How to plot ~10 billion datapoint time series efficiently?

hk69 · May 18, 2022, 9:16pm

I am plotting a simple x,y line plot. See the partial plot I posted in reply to the other post

lmiq · May 18, 2022, 9:33pm

So, keeping it simple. For example:

julia> using Plots

julia> x = 0:1e-6:2π ; y = sin.(x); # ~2π million points

julia> plot(layout=(2,1))

julia> plot!(x,y,linewidth=2,subplot=1)

julia> sample = 1:1000:length(x);

julia> plot!(x[sample],y[sample],linewidth=2,subplot=2)

Gives you two essentially identical plots, but the second one has 1/1000 of the points:

You perhaps need a smarter sampling strategy if some part of the plot doesn’t look like it should, but that can even be done “by hand”.

hk69 · May 18, 2022, 9:45pm

Yes, this is the first thing I tried but it doesn’t preserve the shape of the data.
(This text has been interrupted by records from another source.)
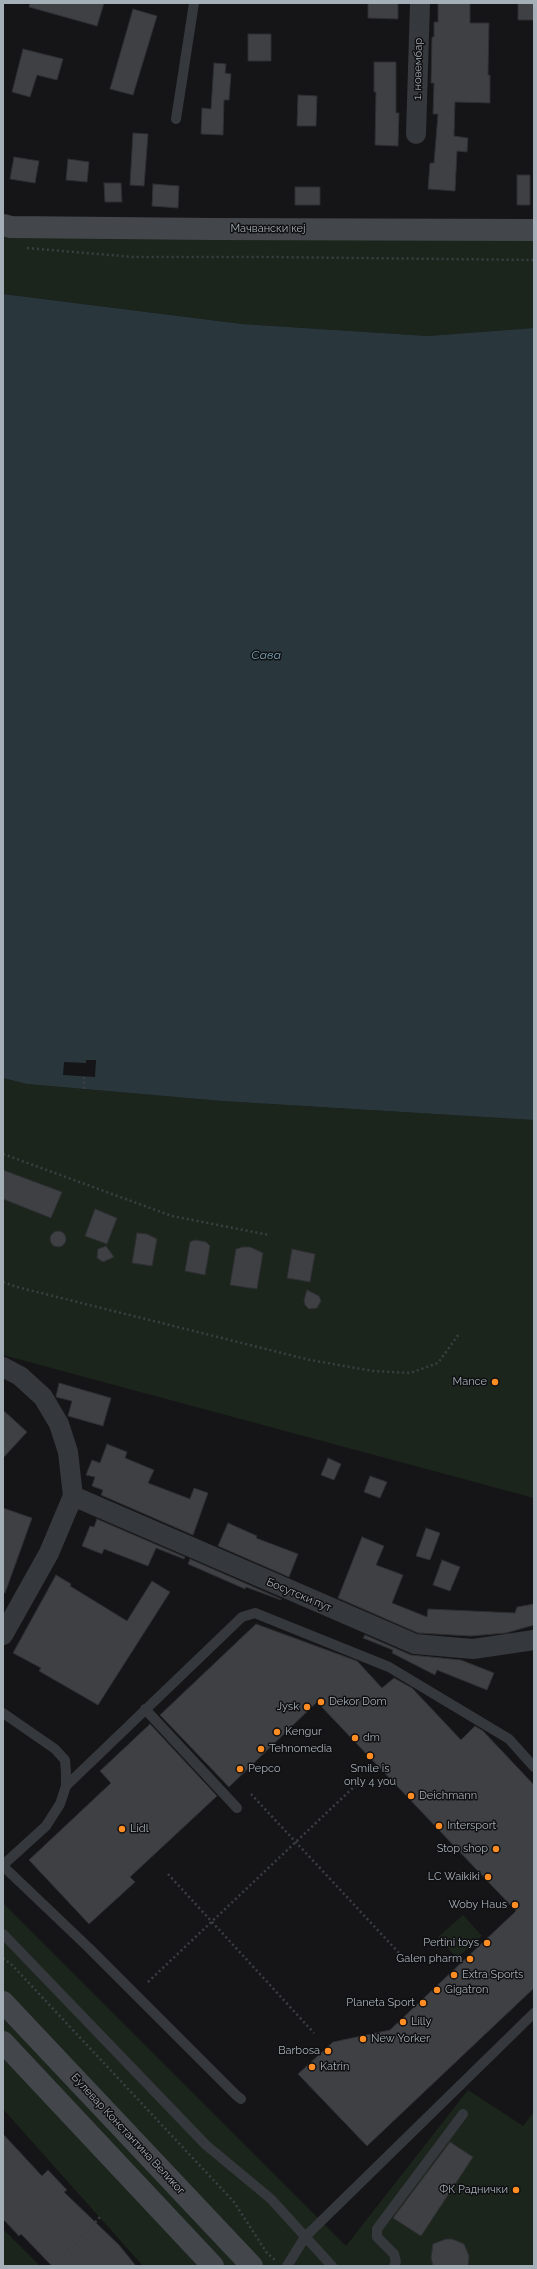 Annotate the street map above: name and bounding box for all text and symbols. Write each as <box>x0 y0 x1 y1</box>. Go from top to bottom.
street label: 1. новембар <box>411 38 425 100</box>
street label: Мачвански кеј <box>230 222 306 236</box>
water label: Сава <box>251 648 281 662</box>
place label: Mance <box>453 1375 487 1389</box>
marker: Mance <box>490 1377 500 1387</box>
street label: Босутски пут <box>264 1575 334 1615</box>
place label: Dekor Dom <box>329 1695 387 1709</box>
marker: Dekor Dom <box>316 1697 326 1707</box>
place label: Jysk <box>277 1700 299 1714</box>
marker: Jysk <box>302 1702 312 1712</box>
place label: Kengur <box>285 1725 322 1739</box>
marker: Kengur <box>272 1727 282 1737</box>
place label: dm <box>363 1731 380 1745</box>
marker: dm <box>350 1733 360 1743</box>
place label: Tehnomedia <box>269 1742 332 1756</box>
marker: Tehnomedia <box>256 1744 266 1754</box>
marker: Smile is only 4 you <box>365 1751 375 1761</box>
place label: Pepco <box>248 1762 281 1776</box>
place label: Smile is only 4 you <box>344 1762 396 1788</box>
marker: Pepco <box>235 1764 245 1774</box>
place label: Deichmann <box>419 1789 477 1803</box>
marker: Deichmann <box>406 1791 416 1801</box>
place label: Intersport <box>447 1819 496 1833</box>
marker: Intersport <box>434 1821 444 1831</box>
place label: Lidl <box>130 1822 149 1836</box>
marker: Lidl <box>117 1824 127 1834</box>
place label: Stop shop <box>437 1842 488 1856</box>
marker: Stop shop <box>491 1844 501 1854</box>
place label: LC Waikiki <box>428 1870 480 1884</box>
marker: LC Waikiki <box>483 1872 493 1882</box>
place label: Woby Haus <box>448 1898 507 1912</box>
marker: Woby Haus <box>510 1900 520 1910</box>
place label: Pertini toys <box>423 1936 479 1950</box>
marker: Pertini toys <box>482 1938 492 1948</box>
place label: Galen pharm <box>396 1952 462 1966</box>
marker: Galen pharm <box>465 1954 475 1964</box>
place label: Extra Sports <box>462 1968 523 1982</box>
marker: Extra Sports <box>449 1970 459 1980</box>
place label: Gigatron <box>445 1983 488 1997</box>
marker: Gigatron <box>432 1985 442 1995</box>
place label: Planeta Sport <box>346 1996 415 2010</box>
marker: Planeta Sport <box>418 1998 428 2008</box>
place label: Lilly <box>411 2015 432 2029</box>
marker: Lilly <box>398 2017 408 2027</box>
place label: New Yorker <box>371 2032 430 2046</box>
marker: New Yorker <box>358 2034 368 2044</box>
place label: Barbosa <box>278 2044 320 2058</box>
marker: Barbosa <box>323 2046 333 2056</box>
place label: Katrin <box>320 2060 349 2074</box>
marker: Katrin <box>307 2062 317 2072</box>
street label: Булевар Константина Великог <box>68 2071 188 2197</box>
place label: ФК Раднички <box>439 2183 508 2197</box>
marker: ФК Раднички <box>511 2185 521 2195</box>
Do you have any suggestions for a smarter sampling strategy?

lmiq · May 18, 2022, 10:01pm

I was thinking that if you are ok with that syntax, you could simply concatenate by hand different sampling frequencies tuned to the data variation in each region. That, of course, because it seems that you are only doing this for a single figure. For a more automated and sophisticated solution, we should implement one smarter sampling method as suggested above.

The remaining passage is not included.